When the line with "display:flex; justify-content:space-between; align-items:center;" appears below, start repeating lines exactly, and keep going through the line with "position:absolute; left:562px; top:300px;"; add nothing outside that span.
DATA TO EXAMINE Start Marker
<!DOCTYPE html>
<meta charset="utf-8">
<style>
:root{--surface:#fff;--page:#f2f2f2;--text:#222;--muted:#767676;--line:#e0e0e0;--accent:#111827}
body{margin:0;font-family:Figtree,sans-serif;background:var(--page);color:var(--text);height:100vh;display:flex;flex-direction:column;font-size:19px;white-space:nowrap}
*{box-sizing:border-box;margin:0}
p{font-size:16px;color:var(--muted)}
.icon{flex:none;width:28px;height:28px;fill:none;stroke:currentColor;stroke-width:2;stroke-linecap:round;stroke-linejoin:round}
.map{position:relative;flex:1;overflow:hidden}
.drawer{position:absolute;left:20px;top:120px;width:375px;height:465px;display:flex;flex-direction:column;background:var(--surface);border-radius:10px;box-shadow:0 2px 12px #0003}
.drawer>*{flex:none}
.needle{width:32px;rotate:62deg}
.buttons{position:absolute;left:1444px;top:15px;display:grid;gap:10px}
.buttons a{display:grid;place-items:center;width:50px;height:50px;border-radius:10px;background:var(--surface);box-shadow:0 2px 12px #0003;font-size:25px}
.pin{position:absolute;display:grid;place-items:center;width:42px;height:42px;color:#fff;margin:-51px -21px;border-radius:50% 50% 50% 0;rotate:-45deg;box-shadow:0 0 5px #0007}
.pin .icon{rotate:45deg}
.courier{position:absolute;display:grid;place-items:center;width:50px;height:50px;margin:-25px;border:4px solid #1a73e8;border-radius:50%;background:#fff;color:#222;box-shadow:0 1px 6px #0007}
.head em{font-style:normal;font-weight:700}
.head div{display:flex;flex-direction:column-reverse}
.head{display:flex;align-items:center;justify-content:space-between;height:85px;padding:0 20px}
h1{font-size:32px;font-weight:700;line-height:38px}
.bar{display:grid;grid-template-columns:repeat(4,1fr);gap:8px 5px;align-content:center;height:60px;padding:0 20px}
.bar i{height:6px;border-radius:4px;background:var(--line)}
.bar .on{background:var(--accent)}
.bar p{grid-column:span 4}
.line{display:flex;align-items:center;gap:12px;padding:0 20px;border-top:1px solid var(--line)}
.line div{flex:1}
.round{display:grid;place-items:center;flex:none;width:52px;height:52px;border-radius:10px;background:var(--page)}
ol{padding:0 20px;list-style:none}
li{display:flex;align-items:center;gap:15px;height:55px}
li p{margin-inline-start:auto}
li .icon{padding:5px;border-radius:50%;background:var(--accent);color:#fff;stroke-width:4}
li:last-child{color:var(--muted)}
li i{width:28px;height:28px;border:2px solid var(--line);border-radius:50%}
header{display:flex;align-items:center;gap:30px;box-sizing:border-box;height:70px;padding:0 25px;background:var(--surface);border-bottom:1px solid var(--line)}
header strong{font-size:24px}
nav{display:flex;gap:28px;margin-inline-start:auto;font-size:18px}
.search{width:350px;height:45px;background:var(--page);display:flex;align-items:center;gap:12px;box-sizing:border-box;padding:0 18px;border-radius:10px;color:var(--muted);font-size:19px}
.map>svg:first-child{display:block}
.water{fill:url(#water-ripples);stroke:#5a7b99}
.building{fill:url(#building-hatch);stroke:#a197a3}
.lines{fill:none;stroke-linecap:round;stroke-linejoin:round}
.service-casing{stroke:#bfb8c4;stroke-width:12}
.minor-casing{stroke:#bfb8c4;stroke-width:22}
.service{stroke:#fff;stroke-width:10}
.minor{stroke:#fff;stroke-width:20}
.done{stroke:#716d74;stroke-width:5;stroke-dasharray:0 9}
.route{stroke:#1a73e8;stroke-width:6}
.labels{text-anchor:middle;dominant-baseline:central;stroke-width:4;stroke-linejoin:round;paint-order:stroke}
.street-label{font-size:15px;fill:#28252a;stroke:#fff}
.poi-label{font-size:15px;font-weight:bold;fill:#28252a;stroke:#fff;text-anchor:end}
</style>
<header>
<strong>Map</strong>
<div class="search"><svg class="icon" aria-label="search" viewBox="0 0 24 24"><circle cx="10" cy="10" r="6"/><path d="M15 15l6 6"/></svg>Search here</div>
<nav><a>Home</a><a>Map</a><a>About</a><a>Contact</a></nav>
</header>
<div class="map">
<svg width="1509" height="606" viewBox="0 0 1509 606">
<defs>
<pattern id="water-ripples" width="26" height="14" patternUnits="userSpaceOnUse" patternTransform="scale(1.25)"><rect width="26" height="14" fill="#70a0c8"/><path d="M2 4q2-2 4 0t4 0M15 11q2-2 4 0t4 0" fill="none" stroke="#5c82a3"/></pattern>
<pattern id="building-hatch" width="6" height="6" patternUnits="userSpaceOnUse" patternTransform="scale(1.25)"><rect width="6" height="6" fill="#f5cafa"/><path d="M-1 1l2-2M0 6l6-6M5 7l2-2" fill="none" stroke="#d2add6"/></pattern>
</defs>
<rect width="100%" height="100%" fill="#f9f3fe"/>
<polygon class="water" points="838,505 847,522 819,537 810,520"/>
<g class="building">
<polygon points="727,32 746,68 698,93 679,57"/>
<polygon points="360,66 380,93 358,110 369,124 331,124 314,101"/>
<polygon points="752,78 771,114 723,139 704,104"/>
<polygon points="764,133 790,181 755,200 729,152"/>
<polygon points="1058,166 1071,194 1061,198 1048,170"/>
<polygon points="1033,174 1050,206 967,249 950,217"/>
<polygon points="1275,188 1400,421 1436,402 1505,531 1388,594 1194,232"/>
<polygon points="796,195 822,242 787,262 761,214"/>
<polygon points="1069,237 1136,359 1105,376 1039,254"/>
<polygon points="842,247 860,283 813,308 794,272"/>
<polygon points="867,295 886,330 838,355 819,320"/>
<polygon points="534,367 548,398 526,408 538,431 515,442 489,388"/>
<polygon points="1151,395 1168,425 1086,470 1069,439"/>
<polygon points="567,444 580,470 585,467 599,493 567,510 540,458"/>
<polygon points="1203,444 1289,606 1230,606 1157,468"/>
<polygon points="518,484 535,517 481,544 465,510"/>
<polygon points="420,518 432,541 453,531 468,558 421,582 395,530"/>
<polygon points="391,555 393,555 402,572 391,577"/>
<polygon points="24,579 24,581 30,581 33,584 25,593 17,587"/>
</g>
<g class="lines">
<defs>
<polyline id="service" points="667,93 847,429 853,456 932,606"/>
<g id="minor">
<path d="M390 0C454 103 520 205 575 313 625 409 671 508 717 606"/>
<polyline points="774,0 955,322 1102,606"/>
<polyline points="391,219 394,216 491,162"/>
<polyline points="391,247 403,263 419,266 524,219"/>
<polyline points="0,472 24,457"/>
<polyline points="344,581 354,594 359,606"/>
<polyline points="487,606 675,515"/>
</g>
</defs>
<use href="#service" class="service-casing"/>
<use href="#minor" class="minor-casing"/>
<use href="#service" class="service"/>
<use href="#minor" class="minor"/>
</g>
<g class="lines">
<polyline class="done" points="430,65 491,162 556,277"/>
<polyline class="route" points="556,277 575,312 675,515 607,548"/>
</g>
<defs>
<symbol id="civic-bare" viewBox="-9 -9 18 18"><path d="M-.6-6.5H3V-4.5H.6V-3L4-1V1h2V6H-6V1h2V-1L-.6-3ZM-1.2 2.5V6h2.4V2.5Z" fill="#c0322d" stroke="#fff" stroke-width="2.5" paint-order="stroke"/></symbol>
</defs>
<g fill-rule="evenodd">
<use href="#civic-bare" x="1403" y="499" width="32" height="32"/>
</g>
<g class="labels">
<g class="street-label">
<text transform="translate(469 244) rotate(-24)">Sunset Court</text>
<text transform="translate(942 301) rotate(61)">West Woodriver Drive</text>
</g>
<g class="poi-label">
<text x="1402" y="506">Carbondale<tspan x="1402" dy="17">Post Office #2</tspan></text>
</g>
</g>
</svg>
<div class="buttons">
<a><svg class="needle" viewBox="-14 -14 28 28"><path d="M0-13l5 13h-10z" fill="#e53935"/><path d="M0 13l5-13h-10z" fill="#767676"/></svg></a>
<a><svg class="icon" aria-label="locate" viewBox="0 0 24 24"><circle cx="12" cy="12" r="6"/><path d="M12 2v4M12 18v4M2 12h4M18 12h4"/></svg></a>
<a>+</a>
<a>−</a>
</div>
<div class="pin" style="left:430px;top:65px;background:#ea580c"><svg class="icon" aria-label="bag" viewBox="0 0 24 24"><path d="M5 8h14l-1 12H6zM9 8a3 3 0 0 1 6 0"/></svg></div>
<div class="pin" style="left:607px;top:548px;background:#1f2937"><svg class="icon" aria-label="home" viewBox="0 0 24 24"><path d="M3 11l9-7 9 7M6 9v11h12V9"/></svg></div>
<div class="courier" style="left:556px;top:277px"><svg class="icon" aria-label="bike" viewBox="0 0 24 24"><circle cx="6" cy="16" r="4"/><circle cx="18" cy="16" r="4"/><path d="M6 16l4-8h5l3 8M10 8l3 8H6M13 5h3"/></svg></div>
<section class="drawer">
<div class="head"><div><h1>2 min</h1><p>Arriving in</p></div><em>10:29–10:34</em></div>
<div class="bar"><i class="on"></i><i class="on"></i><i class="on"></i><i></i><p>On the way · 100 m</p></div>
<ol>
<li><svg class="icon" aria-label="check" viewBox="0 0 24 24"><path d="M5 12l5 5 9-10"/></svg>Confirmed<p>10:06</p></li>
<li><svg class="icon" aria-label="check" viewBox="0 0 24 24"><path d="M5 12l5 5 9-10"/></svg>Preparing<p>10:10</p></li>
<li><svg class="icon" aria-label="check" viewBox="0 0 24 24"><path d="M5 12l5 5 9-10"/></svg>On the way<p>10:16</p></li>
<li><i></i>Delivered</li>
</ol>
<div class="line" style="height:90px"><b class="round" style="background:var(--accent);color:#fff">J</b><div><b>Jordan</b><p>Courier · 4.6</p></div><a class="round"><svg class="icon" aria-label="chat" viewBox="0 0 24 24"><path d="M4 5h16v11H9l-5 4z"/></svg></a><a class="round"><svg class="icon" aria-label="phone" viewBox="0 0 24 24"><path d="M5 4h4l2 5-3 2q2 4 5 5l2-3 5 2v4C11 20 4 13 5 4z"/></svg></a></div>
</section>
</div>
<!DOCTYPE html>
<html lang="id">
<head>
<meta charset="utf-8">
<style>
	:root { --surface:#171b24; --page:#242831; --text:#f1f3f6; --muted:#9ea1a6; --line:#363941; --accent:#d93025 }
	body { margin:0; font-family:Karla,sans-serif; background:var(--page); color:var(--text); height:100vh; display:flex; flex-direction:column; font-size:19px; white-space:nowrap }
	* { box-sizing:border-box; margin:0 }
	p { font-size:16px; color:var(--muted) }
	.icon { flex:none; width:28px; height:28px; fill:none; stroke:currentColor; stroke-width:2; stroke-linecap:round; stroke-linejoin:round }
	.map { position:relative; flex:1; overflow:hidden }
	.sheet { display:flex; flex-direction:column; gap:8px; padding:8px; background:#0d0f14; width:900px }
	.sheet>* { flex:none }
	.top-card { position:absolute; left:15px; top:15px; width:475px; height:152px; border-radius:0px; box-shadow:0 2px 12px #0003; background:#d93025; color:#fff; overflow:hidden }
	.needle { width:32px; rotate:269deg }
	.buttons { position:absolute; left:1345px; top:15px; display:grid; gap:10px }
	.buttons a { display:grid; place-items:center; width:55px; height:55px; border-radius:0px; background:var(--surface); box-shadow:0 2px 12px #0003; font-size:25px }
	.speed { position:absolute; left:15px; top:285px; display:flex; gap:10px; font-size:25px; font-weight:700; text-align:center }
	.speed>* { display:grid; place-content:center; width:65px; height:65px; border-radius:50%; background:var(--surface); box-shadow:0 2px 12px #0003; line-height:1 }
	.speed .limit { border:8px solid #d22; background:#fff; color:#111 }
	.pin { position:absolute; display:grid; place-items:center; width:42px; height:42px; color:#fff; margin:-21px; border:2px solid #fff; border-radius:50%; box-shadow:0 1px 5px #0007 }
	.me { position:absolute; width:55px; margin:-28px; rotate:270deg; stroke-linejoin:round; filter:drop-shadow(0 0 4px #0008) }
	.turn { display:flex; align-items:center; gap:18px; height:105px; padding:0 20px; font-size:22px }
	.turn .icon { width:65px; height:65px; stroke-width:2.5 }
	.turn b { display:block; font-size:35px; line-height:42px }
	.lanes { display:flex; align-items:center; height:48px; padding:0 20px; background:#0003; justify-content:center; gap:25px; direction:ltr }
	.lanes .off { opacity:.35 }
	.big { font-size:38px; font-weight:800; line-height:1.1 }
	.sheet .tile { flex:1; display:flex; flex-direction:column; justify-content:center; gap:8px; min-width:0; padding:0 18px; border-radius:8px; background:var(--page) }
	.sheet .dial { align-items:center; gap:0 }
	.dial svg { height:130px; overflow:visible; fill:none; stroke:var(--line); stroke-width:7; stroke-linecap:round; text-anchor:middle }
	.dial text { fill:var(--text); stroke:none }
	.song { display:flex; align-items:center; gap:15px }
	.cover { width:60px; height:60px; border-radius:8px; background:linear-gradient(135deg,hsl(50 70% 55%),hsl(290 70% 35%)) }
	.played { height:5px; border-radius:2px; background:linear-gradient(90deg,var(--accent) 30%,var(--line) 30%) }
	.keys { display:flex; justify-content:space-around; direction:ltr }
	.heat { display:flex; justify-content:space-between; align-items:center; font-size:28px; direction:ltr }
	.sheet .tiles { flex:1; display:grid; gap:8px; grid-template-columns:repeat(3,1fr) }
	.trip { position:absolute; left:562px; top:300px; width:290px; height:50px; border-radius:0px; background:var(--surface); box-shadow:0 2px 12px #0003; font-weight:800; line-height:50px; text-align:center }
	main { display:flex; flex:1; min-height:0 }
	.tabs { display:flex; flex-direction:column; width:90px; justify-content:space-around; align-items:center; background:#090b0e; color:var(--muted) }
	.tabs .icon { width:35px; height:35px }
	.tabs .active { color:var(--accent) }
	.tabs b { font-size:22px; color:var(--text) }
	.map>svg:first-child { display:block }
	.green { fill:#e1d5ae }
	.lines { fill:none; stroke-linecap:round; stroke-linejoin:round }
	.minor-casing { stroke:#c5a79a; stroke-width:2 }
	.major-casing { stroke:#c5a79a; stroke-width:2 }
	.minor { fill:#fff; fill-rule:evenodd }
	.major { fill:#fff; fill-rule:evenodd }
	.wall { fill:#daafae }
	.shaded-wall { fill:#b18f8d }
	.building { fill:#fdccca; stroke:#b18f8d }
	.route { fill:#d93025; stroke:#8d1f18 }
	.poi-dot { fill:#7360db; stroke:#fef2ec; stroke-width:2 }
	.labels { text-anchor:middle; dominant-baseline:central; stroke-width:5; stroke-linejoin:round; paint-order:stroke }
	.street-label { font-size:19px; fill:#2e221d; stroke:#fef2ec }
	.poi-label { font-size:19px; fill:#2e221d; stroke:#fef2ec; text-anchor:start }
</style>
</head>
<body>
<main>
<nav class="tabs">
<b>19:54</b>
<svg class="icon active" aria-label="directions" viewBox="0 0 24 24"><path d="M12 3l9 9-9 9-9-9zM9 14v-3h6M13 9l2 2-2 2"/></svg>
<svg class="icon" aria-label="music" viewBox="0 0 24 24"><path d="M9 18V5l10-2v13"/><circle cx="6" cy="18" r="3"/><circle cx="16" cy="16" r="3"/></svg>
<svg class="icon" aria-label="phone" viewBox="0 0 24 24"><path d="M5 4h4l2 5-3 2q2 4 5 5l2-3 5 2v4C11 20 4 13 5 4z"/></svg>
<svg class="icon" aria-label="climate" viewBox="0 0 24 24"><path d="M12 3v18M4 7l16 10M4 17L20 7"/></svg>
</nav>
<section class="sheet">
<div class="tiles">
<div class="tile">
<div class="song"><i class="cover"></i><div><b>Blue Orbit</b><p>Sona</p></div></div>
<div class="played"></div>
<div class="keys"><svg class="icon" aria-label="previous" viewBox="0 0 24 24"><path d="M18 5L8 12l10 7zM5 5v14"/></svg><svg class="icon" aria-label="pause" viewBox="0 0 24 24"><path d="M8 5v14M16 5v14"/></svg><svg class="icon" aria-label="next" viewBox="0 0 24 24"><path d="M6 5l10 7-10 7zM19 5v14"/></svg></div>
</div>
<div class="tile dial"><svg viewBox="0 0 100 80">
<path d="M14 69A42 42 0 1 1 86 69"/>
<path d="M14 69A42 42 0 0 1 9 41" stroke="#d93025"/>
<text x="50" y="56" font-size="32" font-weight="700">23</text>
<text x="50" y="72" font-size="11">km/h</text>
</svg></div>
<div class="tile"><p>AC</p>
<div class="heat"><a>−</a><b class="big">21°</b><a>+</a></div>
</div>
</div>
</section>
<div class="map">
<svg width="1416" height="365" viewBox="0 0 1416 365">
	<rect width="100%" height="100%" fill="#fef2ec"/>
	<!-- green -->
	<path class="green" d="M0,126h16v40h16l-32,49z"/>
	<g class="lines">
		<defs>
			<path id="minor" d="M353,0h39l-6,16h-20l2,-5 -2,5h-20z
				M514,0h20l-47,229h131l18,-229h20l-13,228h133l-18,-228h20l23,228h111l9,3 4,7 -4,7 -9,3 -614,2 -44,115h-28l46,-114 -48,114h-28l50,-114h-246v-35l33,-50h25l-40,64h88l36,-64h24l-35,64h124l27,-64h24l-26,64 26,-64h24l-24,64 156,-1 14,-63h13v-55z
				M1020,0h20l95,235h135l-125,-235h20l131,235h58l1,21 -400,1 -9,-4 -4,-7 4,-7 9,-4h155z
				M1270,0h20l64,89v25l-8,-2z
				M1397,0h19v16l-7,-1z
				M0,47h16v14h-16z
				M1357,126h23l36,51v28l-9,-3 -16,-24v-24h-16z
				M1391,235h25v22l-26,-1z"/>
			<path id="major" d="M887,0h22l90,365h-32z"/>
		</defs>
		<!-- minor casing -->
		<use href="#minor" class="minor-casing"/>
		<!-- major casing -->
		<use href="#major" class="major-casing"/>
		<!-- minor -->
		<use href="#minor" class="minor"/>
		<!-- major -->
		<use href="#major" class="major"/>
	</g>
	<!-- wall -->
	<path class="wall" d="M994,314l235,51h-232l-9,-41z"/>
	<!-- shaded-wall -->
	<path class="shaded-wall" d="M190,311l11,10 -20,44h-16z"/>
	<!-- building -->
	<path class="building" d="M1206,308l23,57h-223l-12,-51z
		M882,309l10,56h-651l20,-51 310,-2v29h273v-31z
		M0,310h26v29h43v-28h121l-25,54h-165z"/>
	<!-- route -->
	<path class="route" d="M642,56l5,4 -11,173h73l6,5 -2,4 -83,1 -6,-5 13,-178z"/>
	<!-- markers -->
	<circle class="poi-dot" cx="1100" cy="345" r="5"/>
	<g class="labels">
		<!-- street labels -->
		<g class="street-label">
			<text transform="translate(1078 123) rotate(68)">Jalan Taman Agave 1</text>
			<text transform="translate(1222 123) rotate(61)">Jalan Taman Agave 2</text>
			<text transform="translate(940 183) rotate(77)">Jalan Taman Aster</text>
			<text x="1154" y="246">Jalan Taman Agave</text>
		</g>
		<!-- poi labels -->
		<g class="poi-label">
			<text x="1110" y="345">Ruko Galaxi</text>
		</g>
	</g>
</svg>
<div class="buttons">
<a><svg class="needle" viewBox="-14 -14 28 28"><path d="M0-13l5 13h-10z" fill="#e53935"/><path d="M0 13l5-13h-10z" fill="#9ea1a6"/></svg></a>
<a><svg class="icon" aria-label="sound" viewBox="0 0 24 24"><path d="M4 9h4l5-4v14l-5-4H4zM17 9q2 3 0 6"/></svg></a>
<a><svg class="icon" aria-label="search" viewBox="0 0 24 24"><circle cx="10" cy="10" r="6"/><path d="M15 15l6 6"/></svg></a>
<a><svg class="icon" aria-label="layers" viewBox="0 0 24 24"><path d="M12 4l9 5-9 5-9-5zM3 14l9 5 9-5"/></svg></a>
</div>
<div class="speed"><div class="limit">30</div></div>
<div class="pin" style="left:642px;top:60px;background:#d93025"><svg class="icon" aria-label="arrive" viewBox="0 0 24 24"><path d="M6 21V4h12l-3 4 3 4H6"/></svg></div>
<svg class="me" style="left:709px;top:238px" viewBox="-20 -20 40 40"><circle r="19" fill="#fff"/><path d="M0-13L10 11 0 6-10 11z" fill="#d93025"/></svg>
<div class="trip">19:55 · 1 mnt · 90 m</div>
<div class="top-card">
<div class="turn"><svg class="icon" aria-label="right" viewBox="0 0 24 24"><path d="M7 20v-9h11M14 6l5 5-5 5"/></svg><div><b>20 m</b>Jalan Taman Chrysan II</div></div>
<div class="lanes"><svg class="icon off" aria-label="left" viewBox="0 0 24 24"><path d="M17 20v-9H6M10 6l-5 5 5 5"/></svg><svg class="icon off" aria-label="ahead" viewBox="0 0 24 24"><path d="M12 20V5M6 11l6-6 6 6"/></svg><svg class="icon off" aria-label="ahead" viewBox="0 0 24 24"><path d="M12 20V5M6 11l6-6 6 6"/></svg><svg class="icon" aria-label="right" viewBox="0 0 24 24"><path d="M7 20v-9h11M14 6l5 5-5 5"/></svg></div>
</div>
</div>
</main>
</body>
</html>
DATA TO EXAMINE End Marker
● SOLVED PROBLEM
	.heat { display:flex; justify-content:space-between; align-items:center; font-size:28px; direction:ltr }
	.sheet .tiles { flex:1; display:grid; gap:8px; grid-template-columns:repeat(3,1fr) }
	.trip { position:absolute; left:562px; top:300px; width:290px; height:50px; border-radius:0px; background:var(--surface); box-shadow:0 2px 12px #0003; font-weight:800; line-height:50px; text-align:center }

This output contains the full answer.